* _Work instruction_:
Your copy of the data should match it exactly, except that the pictures are gone.

Saved data entries
= = = =

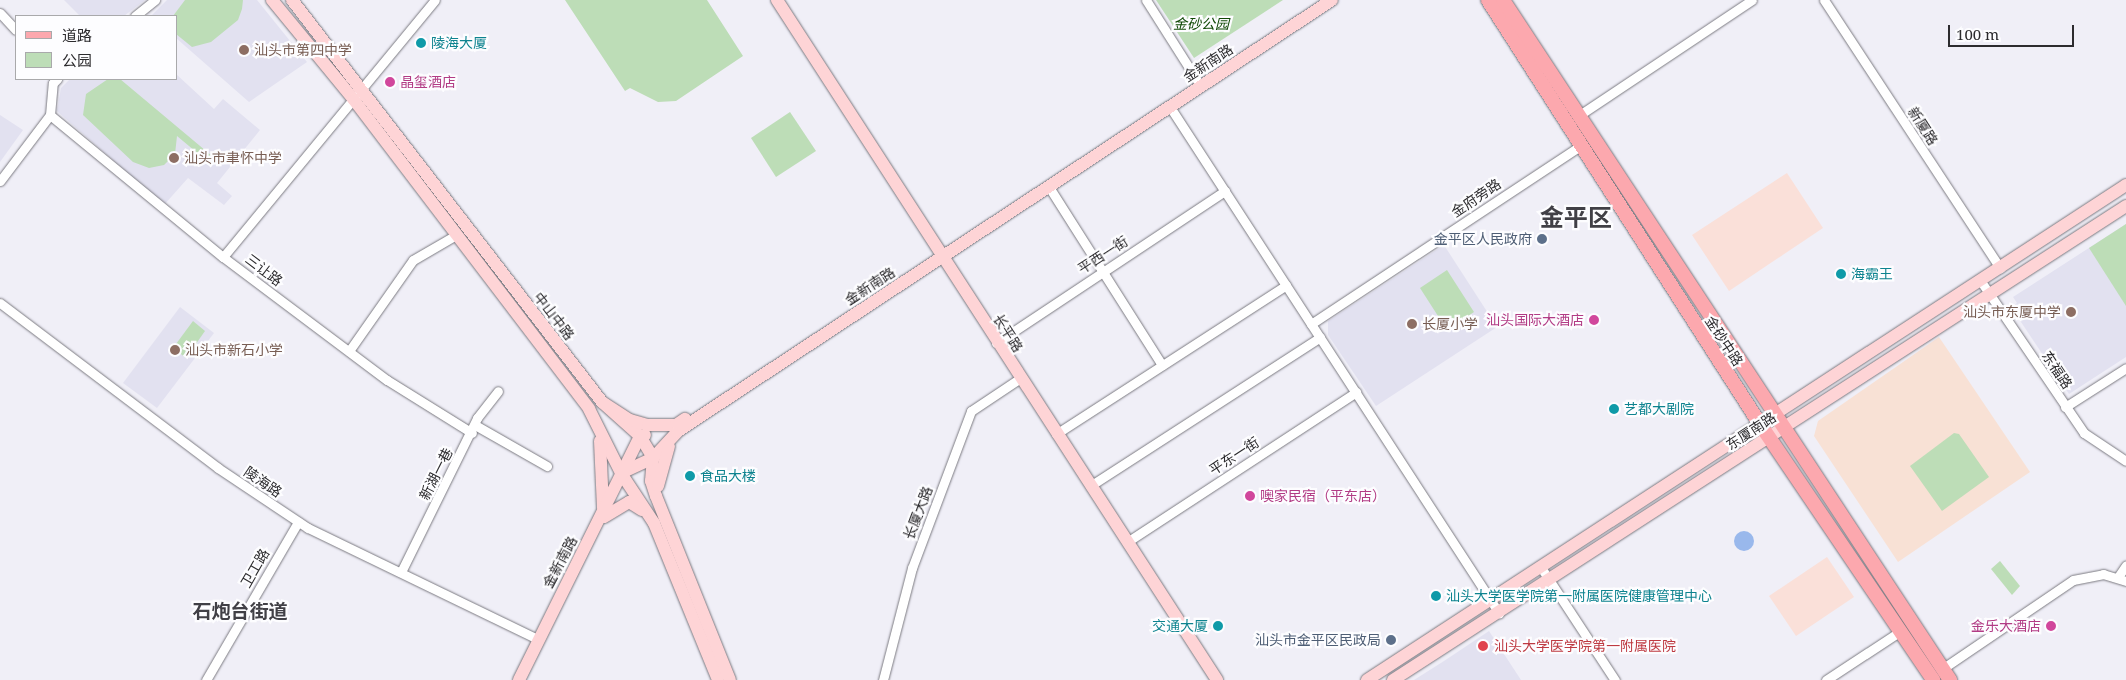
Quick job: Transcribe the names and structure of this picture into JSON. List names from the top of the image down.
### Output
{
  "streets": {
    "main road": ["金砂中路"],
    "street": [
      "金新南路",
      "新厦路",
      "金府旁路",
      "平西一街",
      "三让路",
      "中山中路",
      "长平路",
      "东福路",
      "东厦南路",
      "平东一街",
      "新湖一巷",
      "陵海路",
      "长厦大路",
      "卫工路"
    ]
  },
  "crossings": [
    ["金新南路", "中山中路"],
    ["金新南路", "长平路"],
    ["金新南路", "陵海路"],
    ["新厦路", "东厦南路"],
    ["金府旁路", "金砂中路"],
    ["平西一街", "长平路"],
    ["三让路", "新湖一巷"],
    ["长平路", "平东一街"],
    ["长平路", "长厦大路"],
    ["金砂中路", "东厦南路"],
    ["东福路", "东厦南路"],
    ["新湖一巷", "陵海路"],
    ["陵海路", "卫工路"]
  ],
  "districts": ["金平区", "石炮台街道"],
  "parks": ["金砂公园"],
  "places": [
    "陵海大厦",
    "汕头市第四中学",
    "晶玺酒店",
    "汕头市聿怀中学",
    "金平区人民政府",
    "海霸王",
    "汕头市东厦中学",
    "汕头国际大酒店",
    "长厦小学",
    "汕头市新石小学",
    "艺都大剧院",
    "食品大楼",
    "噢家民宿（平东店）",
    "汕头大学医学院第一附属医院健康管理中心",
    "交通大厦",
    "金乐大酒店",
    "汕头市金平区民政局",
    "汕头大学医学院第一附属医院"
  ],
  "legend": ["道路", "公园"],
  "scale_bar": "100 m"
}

= = = =

* _Your response_:
Quick job: Transcribe the names and structure of this picture into JSON. List names from the top of the image down.
### Output
{
  "streets": {
    "main road": ["金砂中路"],
    "street": [
      "金新南路",
      "新厦路",
      "金府旁路",
      "平西一街",
      "三让路",
      "中山中路",
      "长平路",
      "东福路",
      "东厦南路",
      "平东一街",
      "新湖一巷",
      "陵海路",
      "长厦大路",
      "卫工路"
    ]
  },
  "crossings": [
    ["金新南路", "中山中路"],
    ["金新南路", "长平路"],
    ["金新南路", "陵海路"],
    ["新厦路", "东厦南路"],
    ["金府旁路", "金砂中路"],
    ["平西一街", "长平路"],
    ["三让路", "新湖一巷"],
    ["长平路", "平东一街"],
    ["长平路", "长厦大路"],
    ["金砂中路", "东厦南路"],
    ["东福路", "东厦南路"],
    ["新湖一巷", "陵海路"],
    ["陵海路", "卫工路"]
  ],
  "districts": ["金平区", "石炮台街道"],
  "parks": ["金砂公园"],
  "places": [
    "陵海大厦",
    "汕头市第四中学",
    "晶玺酒店",
    "汕头市聿怀中学",
    "金平区人民政府",
    "海霸王",
    "汕头市东厦中学",
    "汕头国际大酒店",
    "长厦小学",
    "汕头市新石小学",
    "艺都大剧院",
    "食品大楼",
    "噢家民宿（平东店）",
    "汕头大学医学院第一附属医院健康管理中心",
    "交通大厦",
    "金乐大酒店",
    "汕头市金平区民政局",
    "汕头大学医学院第一附属医院"
  ],
  "legend": ["道路", "公园"],
  "scale_bar": "100 m"
}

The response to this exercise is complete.